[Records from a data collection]
◇ ◇ ◇ ◇
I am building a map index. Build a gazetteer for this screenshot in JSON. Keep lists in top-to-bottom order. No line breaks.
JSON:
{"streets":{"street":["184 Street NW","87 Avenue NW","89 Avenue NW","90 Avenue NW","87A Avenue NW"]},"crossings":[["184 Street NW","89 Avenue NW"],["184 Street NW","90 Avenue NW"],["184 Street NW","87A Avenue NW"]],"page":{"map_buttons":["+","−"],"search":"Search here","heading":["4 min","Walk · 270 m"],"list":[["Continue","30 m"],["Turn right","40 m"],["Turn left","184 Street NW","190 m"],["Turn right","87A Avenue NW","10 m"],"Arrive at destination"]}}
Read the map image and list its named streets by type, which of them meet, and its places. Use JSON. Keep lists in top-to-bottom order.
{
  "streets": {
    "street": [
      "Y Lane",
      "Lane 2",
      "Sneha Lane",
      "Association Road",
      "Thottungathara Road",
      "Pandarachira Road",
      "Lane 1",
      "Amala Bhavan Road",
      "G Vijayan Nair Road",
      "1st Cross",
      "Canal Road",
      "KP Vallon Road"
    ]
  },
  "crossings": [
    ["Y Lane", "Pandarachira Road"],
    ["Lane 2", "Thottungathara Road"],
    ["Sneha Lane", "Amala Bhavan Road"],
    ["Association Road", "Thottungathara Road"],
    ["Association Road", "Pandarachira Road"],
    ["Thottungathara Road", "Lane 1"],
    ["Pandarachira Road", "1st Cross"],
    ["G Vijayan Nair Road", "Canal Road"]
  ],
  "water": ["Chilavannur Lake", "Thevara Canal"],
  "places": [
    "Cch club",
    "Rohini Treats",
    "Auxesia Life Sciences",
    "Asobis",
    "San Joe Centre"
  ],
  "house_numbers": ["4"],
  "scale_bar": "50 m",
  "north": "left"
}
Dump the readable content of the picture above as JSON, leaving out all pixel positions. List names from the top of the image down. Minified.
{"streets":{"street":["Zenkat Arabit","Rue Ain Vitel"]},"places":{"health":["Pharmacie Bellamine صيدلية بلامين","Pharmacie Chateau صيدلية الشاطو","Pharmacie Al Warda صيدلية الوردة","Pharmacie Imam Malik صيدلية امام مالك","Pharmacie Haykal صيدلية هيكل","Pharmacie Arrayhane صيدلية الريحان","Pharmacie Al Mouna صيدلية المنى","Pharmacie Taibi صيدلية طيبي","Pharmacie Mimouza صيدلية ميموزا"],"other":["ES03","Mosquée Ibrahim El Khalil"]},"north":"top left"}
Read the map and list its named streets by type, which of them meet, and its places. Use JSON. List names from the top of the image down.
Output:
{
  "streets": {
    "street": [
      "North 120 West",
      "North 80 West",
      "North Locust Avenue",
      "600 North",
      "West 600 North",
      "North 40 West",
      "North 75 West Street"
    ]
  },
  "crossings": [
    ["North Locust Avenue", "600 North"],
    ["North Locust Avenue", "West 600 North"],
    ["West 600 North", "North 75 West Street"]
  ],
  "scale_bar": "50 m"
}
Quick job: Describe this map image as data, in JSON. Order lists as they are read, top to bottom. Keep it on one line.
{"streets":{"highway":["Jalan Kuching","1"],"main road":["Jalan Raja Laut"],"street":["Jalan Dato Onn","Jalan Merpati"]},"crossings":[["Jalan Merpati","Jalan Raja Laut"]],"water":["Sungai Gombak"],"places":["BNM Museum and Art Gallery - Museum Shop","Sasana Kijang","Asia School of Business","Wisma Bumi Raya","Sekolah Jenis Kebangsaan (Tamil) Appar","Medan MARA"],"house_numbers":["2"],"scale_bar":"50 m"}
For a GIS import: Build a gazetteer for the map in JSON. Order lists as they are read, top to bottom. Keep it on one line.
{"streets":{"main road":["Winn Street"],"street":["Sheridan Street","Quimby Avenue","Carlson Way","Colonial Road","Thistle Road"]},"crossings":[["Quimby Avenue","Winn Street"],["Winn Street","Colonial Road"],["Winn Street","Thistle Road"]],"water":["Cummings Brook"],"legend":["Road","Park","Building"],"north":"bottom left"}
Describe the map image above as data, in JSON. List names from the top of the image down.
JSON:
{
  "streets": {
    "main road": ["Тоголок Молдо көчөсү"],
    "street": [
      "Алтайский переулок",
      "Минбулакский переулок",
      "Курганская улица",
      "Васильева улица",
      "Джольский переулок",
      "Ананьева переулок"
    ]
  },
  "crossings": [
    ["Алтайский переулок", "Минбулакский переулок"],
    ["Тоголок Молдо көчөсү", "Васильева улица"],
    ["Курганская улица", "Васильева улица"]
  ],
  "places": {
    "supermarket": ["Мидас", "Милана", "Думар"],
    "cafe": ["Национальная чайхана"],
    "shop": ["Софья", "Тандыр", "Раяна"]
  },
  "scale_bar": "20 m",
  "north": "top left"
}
◇ ◇ ◇ ◇
▶ The problem
Print every entry exactly as written.

▶ Output of the exercise
I am building a map index. Build a gazetteer for this screenshot in JSON. Keep lists in top-to-bottom order. No line breaks.
JSON:
{"streets":{"street":["184 Street NW","87 Avenue NW","89 Avenue NW","90 Avenue NW","87A Avenue NW"]},"crossings":[["184 Street NW","89 Avenue NW"],["184 Street NW","90 Avenue NW"],["184 Street NW","87A Avenue NW"]],"page":{"map_buttons":["+","−"],"search":"Search here","heading":["4 min","Walk · 270 m"],"list":[["Continue","30 m"],["Turn right","40 m"],["Turn left","184 Street NW","190 m"],["Turn right","87A Avenue NW","10 m"],"Arrive at destination"]}}
Read the map image and list its named streets by type, which of them meet, and its places. Use JSON. Keep lists in top-to-bottom order.
{
  "streets": {
    "street": [
      "Y Lane",
      "Lane 2",
      "Sneha Lane",
      "Association Road",
      "Thottungathara Road",
      "Pandarachira Road",
      "Lane 1",
      "Amala Bhavan Road",
      "G Vijayan Nair Road",
      "1st Cross",
      "Canal Road",
      "KP Vallon Road"
    ]
  },
  "crossings": [
    ["Y Lane", "Pandarachira Road"],
    ["Lane 2", "Thottungathara Road"],
    ["Sneha Lane", "Amala Bhavan Road"],
    ["Association Road", "Thottungathara Road"],
    ["Association Road", "Pandarachira Road"],
    ["Thottungathara Road", "Lane 1"],
    ["Pandarachira Road", "1st Cross"],
    ["G Vijayan Nair Road", "Canal Road"]
  ],
  "water": ["Chilavannur Lake", "Thevara Canal"],
  "places": [
    "Cch club",
    "Rohini Treats",
    "Auxesia Life Sciences",
    "Asobis",
    "San Joe Centre"
  ],
  "house_numbers": ["4"],
  "scale_bar": "50 m",
  "north": "left"
}
Dump the readable content of the picture above as JSON, leaving out all pixel positions. List names from the top of the image down. Minified.
{"streets":{"street":["Zenkat Arabit","Rue Ain Vitel"]},"places":{"health":["Pharmacie Bellamine صيدلية بلامين","Pharmacie Chateau صيدلية الشاطو","Pharmacie Al Warda صيدلية الوردة","Pharmacie Imam Malik صيدلية امام مالك","Pharmacie Haykal صيدلية هيكل","Pharmacie Arrayhane صيدلية الريحان","Pharmacie Al Mouna صيدلية المنى","Pharmacie Taibi صيدلية طيبي","Pharmacie Mimouza صيدلية ميموزا"],"other":["ES03","Mosquée Ibrahim El Khalil"]},"north":"top left"}
Read the map and list its named streets by type, which of them meet, and its places. Use JSON. List names from the top of the image down.
Output:
{
  "streets": {
    "street": [
      "North 120 West",
      "North 80 West",
      "North Locust Avenue",
      "600 North",
      "West 600 North",
      "North 40 West",
      "North 75 West Street"
    ]
  },
  "crossings": [
    ["North Locust Avenue", "600 North"],
    ["North Locust Avenue", "West 600 North"],
    ["West 600 North", "North 75 West Street"]
  ],
  "scale_bar": "50 m"
}
Quick job: Describe this map image as data, in JSON. Order lists as they are read, top to bottom. Keep it on one line.
{"streets":{"highway":["Jalan Kuching","1"],"main road":["Jalan Raja Laut"],"street":["Jalan Dato Onn","Jalan Merpati"]},"crossings":[["Jalan Merpati","Jalan Raja Laut"]],"water":["Sungai Gombak"],"places":["BNM Museum and Art Gallery - Museum Shop","Sasana Kijang","Asia School of Business","Wisma Bumi Raya","Sekolah Jenis Kebangsaan (Tamil) Appar","Medan MARA"],"house_numbers":["2"],"scale_bar":"50 m"}
For a GIS import: Build a gazetteer for the map in JSON. Order lists as they are read, top to bottom. Keep it on one line.
{"streets":{"main road":["Winn Street"],"street":["Sheridan Street","Quimby Avenue","Carlson Way","Colonial Road","Thistle Road"]},"crossings":[["Quimby Avenue","Winn Street"],["Winn Street","Colonial Road"],["Winn Street","Thistle Road"]],"water":["Cummings Brook"],"legend":["Road","Park","Building"],"north":"bottom left"}
Describe the map image above as data, in JSON. List names from the top of the image down.
JSON:
{
  "streets": {
    "main road": ["Тоголок Молдо көчөсү"],
    "street": [
      "Алтайский переулок",
      "Минбулакский переулок",
      "Курганская улица",
      "Васильева улица",
      "Джольский переулок",
      "Ананьева переулок"
    ]
  },
  "crossings": [
    ["Алтайский переулок", "Минбулакский переулок"],
    ["Тоголок Молдо көчөсү", "Васильева улица"],
    ["Курганская улица", "Васильева улица"]
  ],
  "places": {
    "supermarket": ["Мидас", "Милана", "Думар"],
    "cafe": ["Национальная чайхана"],
    "shop": ["Софья", "Тандыр", "Раяна"]
  },
  "scale_bar": "20 m",
  "north": "top left"
}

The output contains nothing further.